→ **TASK GOAL**
Look through the data below. Pick out the lines holding the string "serif".

(Stored items)
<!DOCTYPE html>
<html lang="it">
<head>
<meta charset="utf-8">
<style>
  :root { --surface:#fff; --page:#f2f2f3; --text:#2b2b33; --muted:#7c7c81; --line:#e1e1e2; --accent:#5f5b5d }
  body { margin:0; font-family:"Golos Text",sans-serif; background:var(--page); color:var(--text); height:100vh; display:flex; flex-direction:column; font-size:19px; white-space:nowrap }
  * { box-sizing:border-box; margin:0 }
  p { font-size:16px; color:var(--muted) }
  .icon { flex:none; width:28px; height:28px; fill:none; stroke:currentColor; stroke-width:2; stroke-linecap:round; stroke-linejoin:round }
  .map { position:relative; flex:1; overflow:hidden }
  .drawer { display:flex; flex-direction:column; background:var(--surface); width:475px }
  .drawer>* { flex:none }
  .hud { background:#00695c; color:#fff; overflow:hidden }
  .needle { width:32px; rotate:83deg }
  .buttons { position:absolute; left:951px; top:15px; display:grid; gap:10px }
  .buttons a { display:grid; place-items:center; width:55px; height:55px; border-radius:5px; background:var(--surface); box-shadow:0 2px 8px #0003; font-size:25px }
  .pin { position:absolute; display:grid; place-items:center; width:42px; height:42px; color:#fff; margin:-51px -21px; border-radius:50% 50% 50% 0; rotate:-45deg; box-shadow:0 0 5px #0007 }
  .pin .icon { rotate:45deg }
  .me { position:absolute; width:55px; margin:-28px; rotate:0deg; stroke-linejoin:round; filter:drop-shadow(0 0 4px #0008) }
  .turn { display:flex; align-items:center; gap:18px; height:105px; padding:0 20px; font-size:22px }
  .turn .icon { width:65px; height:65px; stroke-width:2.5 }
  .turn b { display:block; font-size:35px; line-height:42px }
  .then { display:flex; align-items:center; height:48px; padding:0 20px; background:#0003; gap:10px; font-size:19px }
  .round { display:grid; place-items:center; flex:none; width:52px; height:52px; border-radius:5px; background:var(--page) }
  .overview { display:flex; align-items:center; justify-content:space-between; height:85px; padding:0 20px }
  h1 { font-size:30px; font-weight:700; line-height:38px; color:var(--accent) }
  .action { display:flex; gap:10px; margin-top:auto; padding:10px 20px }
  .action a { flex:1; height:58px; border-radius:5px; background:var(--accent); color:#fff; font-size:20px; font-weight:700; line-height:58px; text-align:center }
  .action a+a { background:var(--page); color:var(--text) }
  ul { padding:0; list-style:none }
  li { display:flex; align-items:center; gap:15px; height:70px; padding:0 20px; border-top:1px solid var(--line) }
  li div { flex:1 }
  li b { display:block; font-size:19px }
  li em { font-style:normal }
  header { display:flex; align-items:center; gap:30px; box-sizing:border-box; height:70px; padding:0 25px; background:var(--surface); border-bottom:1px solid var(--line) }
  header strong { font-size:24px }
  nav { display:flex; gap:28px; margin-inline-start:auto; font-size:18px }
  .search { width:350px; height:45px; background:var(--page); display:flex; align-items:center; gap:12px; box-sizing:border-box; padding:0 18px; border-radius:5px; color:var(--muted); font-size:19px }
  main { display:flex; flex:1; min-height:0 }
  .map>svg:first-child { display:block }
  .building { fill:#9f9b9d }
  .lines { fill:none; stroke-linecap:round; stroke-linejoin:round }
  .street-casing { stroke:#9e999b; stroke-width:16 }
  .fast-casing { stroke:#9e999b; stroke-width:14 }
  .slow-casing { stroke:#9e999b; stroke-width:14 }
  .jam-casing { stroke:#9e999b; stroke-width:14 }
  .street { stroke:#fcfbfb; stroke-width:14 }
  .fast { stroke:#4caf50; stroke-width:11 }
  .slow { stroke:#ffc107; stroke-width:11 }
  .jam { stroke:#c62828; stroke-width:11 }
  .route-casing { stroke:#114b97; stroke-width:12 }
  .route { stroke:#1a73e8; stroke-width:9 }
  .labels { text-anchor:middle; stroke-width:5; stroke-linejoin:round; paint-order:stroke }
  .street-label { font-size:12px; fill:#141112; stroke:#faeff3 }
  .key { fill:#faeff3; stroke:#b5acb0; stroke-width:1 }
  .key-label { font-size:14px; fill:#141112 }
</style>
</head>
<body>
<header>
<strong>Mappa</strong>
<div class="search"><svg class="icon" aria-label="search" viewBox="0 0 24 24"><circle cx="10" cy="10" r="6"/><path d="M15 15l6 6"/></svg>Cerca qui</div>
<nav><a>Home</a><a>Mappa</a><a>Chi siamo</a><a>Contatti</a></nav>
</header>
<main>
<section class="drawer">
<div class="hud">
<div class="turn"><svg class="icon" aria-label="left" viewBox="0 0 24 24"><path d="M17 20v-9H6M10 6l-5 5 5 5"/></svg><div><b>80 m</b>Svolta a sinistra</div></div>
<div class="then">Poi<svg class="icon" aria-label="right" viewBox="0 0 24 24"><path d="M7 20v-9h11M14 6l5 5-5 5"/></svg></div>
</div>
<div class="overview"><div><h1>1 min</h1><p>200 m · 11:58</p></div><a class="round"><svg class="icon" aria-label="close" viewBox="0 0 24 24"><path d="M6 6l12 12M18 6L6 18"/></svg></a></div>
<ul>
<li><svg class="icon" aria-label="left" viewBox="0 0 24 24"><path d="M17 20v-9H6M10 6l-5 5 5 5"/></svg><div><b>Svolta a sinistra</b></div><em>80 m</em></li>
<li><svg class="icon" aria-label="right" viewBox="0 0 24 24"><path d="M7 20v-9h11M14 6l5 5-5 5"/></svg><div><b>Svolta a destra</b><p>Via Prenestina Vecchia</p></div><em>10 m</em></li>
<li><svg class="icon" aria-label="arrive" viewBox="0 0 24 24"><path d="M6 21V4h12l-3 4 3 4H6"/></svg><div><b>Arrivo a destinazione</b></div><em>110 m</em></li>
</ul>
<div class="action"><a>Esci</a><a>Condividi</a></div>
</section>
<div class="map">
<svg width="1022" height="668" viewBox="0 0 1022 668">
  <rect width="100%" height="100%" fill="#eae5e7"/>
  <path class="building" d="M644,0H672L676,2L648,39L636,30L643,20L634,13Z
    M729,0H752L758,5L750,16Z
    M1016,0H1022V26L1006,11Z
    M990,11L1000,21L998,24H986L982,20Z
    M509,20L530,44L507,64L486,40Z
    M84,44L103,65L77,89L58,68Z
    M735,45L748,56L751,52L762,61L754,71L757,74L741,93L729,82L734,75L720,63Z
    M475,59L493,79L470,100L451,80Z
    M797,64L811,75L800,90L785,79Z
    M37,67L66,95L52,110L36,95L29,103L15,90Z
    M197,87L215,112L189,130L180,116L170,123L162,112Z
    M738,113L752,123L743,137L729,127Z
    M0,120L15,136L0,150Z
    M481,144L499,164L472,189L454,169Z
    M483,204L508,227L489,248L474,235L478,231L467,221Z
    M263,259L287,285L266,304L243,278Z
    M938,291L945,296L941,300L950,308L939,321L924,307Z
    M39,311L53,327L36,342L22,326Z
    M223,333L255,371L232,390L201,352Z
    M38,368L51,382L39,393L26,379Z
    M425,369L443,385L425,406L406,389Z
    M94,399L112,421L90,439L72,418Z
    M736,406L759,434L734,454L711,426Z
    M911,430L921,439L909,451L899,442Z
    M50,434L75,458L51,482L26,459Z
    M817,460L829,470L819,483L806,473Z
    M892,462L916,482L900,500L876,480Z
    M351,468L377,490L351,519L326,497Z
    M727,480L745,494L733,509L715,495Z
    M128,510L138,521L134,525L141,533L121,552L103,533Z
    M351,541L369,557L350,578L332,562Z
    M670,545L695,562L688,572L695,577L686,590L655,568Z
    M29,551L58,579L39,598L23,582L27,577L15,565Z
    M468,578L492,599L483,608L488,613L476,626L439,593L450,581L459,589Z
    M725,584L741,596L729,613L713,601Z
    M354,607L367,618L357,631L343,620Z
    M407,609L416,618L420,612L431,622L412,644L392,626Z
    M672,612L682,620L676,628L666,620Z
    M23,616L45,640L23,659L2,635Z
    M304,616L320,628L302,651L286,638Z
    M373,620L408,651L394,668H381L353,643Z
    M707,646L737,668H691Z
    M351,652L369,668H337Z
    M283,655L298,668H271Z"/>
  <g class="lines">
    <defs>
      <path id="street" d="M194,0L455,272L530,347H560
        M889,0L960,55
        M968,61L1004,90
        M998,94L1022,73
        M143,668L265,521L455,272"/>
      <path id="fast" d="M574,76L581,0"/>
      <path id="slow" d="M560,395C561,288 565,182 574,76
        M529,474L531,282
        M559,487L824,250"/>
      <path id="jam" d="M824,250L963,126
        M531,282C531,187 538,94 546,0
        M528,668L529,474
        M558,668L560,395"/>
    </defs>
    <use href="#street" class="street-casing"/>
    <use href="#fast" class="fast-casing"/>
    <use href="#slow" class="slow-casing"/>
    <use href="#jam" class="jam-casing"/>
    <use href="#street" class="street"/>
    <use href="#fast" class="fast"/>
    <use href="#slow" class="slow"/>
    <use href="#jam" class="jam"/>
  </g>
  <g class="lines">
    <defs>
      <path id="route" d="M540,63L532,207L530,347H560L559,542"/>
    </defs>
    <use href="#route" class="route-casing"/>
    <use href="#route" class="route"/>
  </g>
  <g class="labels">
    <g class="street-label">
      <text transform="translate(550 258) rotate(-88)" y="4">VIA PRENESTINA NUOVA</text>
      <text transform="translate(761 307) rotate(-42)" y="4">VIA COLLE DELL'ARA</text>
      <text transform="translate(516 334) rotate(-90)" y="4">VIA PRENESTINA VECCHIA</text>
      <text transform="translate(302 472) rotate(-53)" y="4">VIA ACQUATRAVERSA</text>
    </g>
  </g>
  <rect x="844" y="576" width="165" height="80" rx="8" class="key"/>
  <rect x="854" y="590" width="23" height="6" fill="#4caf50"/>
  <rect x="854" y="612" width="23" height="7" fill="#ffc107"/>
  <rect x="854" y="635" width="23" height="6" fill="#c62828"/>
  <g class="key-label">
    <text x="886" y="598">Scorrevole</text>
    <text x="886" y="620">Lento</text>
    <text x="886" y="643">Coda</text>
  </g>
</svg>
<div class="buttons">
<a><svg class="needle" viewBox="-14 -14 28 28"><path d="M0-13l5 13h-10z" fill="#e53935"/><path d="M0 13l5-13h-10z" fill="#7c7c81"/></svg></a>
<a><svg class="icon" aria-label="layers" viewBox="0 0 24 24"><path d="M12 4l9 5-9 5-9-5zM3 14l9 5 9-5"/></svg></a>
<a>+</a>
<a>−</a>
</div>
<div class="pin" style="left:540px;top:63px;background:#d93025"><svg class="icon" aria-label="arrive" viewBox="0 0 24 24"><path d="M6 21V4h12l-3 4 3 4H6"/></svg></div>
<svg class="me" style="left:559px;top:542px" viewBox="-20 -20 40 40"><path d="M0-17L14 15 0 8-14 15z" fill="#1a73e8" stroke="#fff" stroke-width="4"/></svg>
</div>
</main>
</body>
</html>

* * *

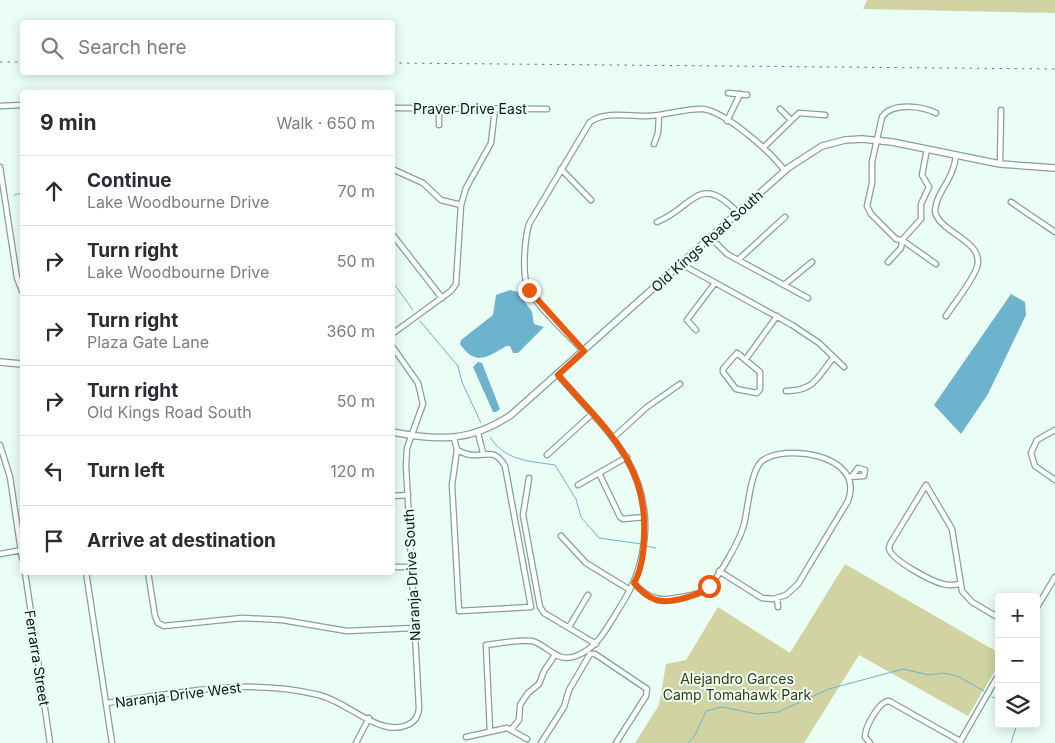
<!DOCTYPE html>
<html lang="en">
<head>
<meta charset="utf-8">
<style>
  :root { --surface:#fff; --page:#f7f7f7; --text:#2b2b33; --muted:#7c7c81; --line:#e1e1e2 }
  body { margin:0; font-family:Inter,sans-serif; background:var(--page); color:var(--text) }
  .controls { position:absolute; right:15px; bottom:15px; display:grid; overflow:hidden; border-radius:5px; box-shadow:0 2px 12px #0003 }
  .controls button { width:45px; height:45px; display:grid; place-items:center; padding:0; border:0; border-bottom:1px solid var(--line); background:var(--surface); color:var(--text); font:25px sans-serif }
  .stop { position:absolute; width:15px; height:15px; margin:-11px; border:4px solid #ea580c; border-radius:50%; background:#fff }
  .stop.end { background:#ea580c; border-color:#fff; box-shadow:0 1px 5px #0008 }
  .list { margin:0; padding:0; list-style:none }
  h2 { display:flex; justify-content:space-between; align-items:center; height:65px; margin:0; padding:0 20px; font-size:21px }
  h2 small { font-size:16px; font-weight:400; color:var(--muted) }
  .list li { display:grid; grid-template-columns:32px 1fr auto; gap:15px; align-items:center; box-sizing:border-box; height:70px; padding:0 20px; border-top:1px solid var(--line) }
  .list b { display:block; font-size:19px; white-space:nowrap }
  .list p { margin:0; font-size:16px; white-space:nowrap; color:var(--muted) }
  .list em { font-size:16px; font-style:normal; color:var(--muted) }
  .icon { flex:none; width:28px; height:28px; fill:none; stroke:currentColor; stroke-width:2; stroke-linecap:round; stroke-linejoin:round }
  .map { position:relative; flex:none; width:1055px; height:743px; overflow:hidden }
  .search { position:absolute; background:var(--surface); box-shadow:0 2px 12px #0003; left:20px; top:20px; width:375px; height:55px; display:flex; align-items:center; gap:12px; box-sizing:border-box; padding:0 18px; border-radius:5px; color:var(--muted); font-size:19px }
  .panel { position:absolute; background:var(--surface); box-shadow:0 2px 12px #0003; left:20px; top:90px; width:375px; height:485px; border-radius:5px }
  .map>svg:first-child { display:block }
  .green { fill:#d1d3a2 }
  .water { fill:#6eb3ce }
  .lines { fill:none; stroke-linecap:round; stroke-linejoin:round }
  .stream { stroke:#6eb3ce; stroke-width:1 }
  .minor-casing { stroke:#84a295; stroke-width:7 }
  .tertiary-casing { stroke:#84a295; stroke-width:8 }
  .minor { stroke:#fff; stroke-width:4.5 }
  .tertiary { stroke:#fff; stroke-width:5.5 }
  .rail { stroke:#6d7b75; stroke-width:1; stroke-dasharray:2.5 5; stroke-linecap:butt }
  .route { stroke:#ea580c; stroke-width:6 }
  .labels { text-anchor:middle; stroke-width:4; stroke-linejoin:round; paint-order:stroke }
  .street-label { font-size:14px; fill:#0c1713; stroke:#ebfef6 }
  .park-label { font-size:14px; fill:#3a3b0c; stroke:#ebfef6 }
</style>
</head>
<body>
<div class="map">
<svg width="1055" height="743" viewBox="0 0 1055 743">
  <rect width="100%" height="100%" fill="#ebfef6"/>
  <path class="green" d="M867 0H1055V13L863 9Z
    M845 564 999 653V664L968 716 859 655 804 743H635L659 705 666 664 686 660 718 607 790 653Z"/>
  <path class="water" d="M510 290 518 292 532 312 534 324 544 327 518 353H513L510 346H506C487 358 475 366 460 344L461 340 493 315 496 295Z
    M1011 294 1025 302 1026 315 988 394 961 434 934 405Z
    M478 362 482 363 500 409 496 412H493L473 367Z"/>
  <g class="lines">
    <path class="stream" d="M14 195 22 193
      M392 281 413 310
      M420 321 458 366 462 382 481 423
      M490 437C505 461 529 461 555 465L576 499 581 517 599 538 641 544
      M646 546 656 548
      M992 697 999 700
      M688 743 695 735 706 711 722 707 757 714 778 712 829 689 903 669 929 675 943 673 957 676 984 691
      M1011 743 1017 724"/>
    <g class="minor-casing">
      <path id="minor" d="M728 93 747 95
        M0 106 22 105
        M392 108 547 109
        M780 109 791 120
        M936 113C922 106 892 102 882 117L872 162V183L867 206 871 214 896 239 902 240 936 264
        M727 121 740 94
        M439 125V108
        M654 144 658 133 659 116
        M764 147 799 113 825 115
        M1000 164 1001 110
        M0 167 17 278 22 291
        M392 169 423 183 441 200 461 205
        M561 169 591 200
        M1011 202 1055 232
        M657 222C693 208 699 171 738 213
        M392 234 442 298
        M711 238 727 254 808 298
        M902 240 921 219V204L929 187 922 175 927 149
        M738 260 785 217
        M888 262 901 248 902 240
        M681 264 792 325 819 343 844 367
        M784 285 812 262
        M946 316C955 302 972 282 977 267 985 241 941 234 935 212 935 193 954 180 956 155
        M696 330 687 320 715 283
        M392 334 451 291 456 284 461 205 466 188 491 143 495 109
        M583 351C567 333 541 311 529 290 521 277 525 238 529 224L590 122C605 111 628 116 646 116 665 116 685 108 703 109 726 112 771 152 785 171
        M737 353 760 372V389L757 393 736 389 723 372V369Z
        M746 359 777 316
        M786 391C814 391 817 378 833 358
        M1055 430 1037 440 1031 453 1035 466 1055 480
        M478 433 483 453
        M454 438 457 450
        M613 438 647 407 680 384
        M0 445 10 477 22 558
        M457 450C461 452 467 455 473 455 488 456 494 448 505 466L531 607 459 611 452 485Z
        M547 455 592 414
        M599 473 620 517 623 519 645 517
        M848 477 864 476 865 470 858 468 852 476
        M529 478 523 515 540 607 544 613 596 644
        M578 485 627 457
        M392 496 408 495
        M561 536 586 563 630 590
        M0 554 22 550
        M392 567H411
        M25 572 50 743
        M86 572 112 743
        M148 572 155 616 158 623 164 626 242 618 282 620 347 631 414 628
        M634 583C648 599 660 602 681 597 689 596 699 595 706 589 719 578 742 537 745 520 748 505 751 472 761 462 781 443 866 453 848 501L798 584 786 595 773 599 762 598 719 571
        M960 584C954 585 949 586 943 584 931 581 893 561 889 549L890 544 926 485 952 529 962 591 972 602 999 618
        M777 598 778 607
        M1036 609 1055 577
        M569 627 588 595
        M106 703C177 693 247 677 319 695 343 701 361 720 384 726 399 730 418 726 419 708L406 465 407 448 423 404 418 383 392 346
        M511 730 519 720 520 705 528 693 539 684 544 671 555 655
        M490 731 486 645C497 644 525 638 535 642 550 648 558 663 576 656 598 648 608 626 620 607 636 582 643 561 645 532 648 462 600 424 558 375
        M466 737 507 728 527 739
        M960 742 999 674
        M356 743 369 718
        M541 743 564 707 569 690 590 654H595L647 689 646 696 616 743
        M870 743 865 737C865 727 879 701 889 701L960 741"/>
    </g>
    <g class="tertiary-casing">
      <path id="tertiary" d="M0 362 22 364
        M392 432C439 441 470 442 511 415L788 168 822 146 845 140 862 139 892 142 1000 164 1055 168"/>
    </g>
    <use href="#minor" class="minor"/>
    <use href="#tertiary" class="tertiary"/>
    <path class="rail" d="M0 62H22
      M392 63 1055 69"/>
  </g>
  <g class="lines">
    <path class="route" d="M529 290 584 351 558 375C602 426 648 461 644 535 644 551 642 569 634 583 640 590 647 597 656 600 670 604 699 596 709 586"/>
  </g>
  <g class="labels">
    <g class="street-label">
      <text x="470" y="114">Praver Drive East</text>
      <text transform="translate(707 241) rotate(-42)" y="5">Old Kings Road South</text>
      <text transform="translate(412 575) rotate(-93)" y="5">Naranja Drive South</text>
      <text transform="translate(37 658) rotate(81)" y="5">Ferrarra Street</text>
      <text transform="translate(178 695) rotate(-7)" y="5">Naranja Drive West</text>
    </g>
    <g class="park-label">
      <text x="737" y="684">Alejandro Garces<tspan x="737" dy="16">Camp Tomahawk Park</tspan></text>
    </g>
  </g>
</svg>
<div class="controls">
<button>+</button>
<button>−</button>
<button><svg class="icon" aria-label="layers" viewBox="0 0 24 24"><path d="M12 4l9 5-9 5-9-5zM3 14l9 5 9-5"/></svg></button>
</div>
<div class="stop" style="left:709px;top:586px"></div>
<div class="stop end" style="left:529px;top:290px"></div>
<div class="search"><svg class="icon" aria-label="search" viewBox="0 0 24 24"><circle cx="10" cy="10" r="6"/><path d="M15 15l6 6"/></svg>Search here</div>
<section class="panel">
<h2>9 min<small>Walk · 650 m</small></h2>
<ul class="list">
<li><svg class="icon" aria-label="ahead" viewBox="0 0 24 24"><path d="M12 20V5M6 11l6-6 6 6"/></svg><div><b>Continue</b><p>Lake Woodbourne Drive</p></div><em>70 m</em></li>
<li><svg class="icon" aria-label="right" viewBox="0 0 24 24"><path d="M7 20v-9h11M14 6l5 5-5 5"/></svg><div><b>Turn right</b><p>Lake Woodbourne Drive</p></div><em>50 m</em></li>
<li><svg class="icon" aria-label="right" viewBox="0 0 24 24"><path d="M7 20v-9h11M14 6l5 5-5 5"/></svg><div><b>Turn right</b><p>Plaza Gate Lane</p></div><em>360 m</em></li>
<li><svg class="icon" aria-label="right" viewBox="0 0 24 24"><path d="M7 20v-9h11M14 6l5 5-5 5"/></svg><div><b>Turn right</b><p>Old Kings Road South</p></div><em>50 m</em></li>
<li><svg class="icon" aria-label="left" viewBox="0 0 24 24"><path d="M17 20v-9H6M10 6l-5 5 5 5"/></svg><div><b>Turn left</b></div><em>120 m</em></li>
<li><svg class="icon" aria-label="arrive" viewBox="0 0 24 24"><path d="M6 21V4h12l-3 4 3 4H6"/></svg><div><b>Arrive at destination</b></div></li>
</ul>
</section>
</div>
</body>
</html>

→ **RESPONSE TO THIS TASK**
  body { margin:0; font-family:"Golos Text",sans-serif; background:var(--page); color:var(--text); height:100vh; display:flex; flex-direction:column; font-size:19px; white-space:nowrap }
  body { margin:0; font-family:Inter,sans-serif; background:var(--page); color:var(--text) }
  .controls button { width:45px; height:45px; display:grid; place-items:center; padding:0; border:0; border-bottom:1px solid var(--line); background:var(--surface); color:var(--text); font:25px sans-serif }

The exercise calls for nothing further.